The yellow-legged hornet (Vespa velutina Lepeletier 1836) is an invasive alien hymenoptera species which was accidentally introduced in Europe from Asia (Laurino et al. 2020). It was reported for the first time in south-west France in 2004 and rapidly spread to nearby European countries (Laurino et al. 2020).
The main impact of the yellow-legged hornet is the likely decrease in honeybee (Apis mellifera) populations (Monceau et al. 2013), preying also upon other pollinators and insects (Rome et al. 2011, 2021; Rojas-Nossa and Calviño-Cancela 2020). This invasion could be devastating for island ecosystems, considering the situation of the populations of honeybees (Ellis et al. 2010; Dainat et al. 2012), the fragility of the ecosystem (Traveset et al. 2019) and the impact on endemic insects (Ikegami et al. 2020). In addition, it is possible that the yellow-legged hornets attack humans when colonial nests are established in nearby areas, producing poison and allergy cases (de Haro et al. 2010; Herrera et al. 2020; Vidal et al. 2021).

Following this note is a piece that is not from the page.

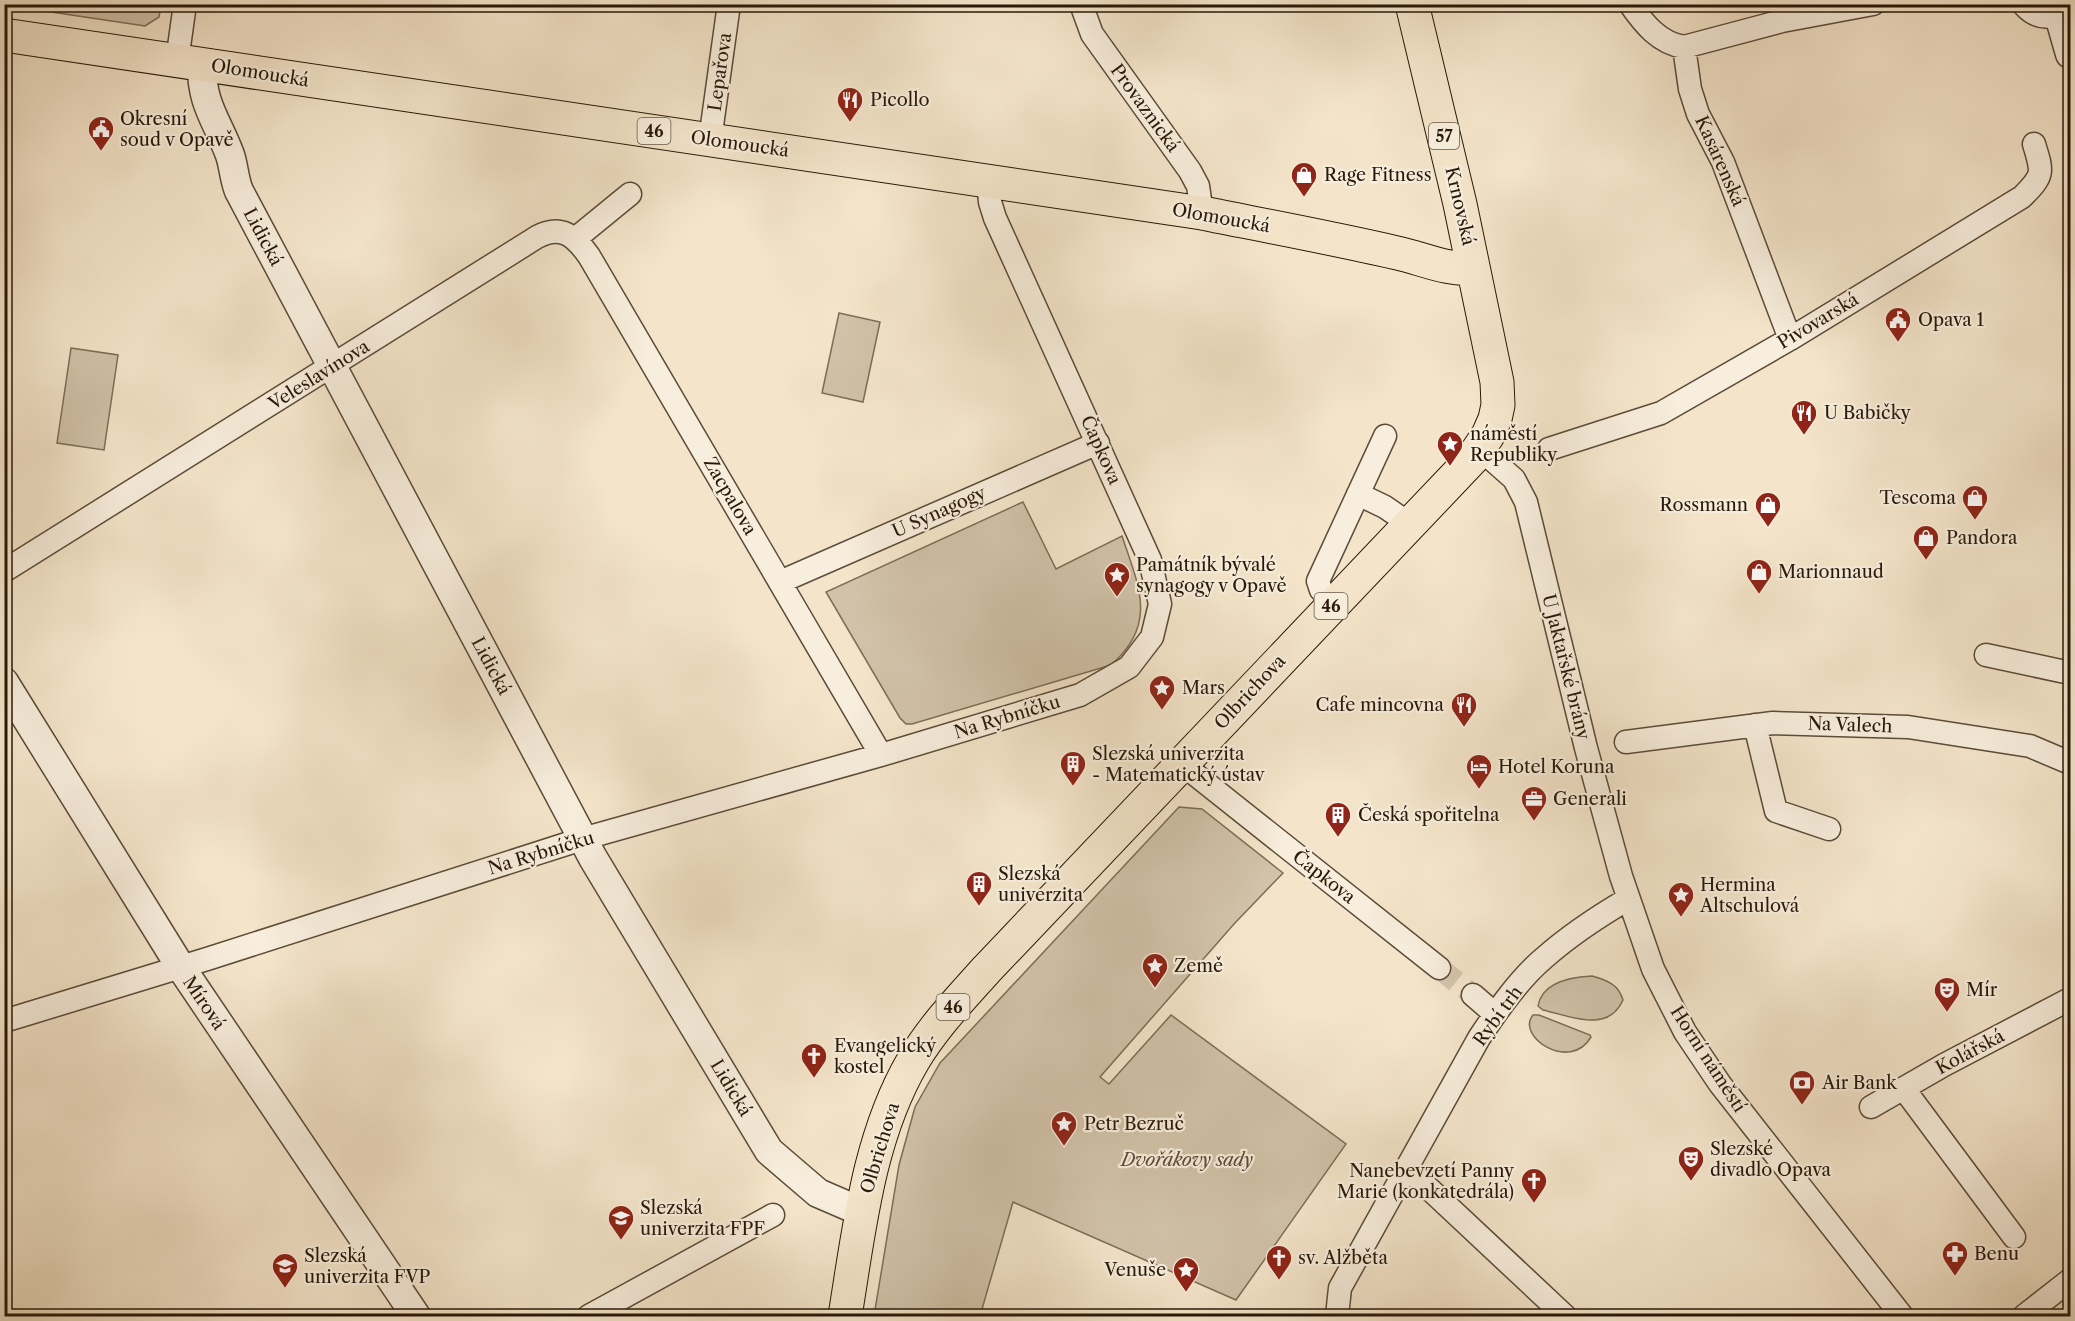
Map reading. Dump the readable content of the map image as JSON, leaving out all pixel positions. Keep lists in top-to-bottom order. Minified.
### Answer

In the case of Mallorca (Balearic Islands, Spain), an individual of this species was detected in 2015, being the first report of this invasive hornet in a Mediterranean island (Laurino et al. 2020). This individual was taken to the department of Biology of the University of the Balearic Islands where it was identified. Together with the local authorities, an intensive protocol to detect and remove nests was implemented, as described in Leza et al. (2021). In 2015, only one nest was found in the north-west of the island. During 2016, nine additional nests were detected and removed, and in 2017 the number of reported nests increased to twenty. Since then no more secondary nests were found (Leza et al. 2021), being the first territory where V. velutina has been officially eradicated (CAIB 2019).
A recent spread modelling study (Robinet et al. 2019) suggests that V. velutina cannot naturally colonize Mediterranean islands (such as Sicilia, Sardinia, Mallorca or Corsica) by their own but can be introduced it by human-mediated dispersal. Hence, the incursion in Mallorca was probably due to an accidental introduction by humans (Robinet et al. 2019).
It is known that invasive species often do not present a static niche; Broennimann et al. (2007) provided the first empirical evidence that an invasive species can occupy climatically distinct niche spaces after its introduction into a new area. Therefore, anticipating potential distributions of invasive species is essential for prioritization, early detection and control (Broennimann et al. 2007), and indispensable for a conservation plan (Peterson and Robins 2003).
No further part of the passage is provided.